_Exercise inputs_:

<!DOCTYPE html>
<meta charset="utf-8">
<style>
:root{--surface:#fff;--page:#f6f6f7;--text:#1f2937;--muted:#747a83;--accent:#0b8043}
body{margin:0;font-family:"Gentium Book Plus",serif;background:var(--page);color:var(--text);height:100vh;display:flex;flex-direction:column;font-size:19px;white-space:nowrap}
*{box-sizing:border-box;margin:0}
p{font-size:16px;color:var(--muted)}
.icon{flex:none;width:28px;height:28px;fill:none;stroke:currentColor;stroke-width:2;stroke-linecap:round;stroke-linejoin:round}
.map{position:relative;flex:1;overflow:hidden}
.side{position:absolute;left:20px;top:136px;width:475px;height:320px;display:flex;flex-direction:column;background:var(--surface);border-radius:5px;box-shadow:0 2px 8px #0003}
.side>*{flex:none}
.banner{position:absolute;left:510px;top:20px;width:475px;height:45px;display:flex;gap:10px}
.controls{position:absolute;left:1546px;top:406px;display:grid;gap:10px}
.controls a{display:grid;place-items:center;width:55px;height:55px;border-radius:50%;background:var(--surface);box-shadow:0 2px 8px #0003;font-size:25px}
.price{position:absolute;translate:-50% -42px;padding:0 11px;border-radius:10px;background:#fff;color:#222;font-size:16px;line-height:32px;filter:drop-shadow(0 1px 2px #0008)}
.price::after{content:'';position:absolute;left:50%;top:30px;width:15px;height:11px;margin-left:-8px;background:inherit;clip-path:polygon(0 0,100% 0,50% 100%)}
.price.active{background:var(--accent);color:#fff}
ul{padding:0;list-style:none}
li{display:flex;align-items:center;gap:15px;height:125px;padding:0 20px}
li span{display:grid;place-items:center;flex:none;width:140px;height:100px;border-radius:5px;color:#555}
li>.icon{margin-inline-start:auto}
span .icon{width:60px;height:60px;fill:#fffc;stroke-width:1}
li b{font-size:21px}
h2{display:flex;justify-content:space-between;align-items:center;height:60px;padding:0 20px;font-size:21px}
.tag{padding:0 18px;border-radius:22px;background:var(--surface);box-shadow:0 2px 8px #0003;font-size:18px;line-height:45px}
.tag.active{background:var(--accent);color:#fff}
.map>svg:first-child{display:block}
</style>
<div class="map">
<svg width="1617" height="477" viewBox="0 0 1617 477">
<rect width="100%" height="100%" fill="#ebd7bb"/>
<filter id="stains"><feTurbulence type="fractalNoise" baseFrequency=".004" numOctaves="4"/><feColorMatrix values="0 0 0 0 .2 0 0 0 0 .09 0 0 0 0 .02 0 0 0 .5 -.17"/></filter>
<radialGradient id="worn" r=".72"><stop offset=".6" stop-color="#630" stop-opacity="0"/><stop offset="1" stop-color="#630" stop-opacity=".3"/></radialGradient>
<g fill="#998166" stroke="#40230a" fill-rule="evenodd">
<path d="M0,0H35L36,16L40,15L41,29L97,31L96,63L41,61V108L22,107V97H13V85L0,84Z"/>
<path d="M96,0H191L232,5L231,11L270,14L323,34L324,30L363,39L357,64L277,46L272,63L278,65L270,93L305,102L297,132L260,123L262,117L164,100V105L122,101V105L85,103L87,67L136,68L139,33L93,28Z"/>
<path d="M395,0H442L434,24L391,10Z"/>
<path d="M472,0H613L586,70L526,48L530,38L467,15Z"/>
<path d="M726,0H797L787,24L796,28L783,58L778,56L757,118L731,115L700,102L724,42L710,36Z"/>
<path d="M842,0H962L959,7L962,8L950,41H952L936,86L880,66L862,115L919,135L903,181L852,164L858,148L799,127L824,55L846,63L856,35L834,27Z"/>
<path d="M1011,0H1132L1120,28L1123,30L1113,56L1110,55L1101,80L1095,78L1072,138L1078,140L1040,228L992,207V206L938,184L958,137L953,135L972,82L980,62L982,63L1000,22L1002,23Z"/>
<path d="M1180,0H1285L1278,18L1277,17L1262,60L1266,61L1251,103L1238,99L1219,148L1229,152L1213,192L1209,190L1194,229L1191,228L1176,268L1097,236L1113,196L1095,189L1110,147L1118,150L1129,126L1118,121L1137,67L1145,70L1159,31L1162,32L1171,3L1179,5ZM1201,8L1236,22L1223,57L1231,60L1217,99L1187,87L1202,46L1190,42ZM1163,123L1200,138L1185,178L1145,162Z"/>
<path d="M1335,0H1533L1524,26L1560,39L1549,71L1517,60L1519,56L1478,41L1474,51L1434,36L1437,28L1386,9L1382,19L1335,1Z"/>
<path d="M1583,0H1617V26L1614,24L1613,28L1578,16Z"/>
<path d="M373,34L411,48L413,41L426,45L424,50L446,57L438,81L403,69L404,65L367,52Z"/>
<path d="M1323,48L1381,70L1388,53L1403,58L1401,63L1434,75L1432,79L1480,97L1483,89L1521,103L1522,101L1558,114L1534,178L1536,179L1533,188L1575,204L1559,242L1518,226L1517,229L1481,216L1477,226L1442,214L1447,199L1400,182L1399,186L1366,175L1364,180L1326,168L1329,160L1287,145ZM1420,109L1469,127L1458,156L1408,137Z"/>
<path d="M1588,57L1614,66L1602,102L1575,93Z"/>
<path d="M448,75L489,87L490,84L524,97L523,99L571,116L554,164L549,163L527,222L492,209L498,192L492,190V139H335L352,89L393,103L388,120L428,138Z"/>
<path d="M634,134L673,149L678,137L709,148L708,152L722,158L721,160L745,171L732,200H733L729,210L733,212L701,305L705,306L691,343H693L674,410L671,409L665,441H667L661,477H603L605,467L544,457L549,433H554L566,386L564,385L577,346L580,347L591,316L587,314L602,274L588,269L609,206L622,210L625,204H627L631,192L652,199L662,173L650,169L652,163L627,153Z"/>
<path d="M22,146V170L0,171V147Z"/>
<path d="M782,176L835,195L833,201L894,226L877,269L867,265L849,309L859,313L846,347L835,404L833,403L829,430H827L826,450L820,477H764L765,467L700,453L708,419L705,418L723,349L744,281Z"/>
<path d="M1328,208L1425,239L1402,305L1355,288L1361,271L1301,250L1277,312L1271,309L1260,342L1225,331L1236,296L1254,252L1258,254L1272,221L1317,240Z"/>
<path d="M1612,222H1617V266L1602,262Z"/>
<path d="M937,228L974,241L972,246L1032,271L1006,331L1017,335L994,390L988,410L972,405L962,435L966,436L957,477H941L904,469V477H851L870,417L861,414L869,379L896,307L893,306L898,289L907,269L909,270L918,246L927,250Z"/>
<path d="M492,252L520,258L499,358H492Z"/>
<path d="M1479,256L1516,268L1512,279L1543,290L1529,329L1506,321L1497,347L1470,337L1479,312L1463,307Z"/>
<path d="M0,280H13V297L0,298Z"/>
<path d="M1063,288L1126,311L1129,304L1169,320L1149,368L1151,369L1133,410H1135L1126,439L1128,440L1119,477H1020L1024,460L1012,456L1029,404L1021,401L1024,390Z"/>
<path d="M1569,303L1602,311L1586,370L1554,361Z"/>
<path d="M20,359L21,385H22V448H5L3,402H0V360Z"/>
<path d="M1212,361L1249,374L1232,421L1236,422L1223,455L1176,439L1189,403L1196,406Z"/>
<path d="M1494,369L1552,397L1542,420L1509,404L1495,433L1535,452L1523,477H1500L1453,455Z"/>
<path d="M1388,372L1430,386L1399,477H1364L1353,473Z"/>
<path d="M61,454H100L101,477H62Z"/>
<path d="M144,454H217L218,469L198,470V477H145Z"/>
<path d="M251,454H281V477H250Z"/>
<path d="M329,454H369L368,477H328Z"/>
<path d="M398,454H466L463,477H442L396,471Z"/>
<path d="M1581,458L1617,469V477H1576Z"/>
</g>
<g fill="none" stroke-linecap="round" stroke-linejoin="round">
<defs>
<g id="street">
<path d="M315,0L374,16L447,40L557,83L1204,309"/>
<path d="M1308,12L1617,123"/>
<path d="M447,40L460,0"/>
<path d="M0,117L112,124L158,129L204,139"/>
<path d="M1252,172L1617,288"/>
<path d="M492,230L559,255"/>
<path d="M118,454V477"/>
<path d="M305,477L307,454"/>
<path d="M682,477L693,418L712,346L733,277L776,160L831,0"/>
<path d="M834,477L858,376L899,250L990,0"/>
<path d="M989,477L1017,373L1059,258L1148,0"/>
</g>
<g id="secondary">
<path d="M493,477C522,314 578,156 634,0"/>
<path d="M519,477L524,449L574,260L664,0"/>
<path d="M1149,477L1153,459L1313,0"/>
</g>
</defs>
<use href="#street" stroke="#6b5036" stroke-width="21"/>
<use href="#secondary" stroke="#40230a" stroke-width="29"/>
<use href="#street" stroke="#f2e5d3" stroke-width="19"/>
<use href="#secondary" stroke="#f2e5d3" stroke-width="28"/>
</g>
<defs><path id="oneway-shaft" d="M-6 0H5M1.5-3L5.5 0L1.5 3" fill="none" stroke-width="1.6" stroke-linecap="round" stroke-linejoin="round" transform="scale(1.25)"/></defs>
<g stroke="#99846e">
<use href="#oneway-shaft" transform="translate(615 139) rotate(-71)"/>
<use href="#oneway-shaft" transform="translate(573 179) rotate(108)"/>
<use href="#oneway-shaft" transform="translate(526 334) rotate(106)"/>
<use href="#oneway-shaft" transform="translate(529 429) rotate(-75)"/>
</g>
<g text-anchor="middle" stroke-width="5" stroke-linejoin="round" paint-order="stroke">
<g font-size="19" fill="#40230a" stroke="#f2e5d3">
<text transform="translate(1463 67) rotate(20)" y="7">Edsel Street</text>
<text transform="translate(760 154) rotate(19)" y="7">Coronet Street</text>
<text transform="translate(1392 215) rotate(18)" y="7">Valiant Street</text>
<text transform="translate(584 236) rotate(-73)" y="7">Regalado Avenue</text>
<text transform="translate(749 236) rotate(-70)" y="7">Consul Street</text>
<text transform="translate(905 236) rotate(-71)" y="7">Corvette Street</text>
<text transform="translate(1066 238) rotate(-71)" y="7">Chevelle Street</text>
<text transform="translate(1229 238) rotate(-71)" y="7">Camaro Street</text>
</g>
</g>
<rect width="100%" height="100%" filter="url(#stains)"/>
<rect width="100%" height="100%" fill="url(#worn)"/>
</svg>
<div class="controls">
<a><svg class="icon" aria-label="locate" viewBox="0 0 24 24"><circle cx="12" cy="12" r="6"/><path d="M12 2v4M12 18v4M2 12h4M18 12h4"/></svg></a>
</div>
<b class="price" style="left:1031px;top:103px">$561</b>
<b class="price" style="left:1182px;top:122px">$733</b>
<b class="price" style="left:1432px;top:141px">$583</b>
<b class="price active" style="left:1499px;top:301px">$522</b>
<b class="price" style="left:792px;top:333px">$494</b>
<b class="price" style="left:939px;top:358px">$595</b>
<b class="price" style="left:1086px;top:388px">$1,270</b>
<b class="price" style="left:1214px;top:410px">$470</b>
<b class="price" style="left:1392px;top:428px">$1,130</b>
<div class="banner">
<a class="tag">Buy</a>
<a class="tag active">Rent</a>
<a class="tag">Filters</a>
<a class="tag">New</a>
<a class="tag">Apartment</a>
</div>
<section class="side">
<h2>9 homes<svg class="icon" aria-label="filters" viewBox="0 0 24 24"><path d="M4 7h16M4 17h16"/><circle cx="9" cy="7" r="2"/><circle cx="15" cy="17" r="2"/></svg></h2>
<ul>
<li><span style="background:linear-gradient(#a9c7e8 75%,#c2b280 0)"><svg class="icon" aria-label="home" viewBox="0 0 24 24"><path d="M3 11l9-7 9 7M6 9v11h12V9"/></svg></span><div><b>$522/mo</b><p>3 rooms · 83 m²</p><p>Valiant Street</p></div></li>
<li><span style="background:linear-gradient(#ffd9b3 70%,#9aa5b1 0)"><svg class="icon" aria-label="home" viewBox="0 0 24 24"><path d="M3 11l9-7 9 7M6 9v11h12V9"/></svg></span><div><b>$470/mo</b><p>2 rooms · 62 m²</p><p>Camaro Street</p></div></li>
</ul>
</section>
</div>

_Requirement_: Wherever a line contains the string "controls", copy that line from the data.

_Task answer_:
.controls{position:absolute;left:1546px;top:406px;display:grid;gap:10px}
.controls a{display:grid;place-items:center;width:55px;height:55px;border-radius:50%;background:var(--surface);box-shadow:0 2px 8px #0003;font-size:25px}
<div class="controls">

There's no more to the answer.